<<<<

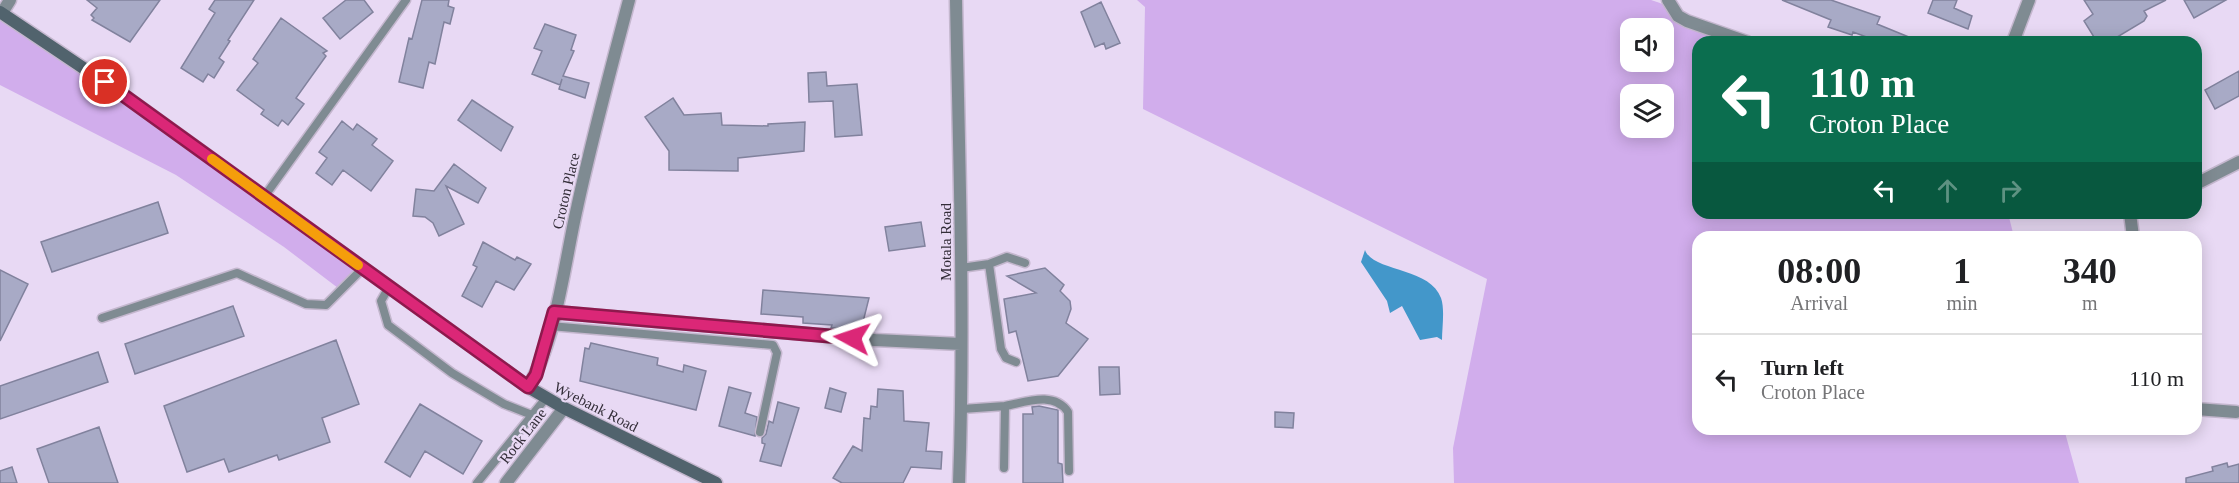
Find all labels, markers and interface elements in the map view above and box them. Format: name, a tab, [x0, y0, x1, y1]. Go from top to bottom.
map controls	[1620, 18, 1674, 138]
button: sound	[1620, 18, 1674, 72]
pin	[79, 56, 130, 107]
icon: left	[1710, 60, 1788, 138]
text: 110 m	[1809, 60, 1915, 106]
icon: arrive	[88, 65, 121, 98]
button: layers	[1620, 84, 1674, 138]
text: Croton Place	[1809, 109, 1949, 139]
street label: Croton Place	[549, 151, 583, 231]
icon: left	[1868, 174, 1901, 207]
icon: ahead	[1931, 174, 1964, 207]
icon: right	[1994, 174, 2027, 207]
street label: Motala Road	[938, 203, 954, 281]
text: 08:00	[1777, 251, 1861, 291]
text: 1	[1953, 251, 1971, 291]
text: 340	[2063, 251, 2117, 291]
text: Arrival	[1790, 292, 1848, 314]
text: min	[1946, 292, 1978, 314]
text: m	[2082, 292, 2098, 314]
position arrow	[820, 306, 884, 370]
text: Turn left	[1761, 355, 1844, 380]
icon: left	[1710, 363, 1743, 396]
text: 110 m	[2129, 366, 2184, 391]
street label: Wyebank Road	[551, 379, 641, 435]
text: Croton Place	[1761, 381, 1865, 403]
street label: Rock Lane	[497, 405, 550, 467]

>>>>

● Task directions:
For each line in the entries that holds "icon", return that line.

● Solution:
icon: left	[1710, 60, 1788, 138]
icon: arrive	[88, 65, 121, 98]
icon: left	[1868, 174, 1901, 207]
icon: ahead	[1931, 174, 1964, 207]
icon: right	[1994, 174, 2027, 207]
icon: left	[1710, 363, 1743, 396]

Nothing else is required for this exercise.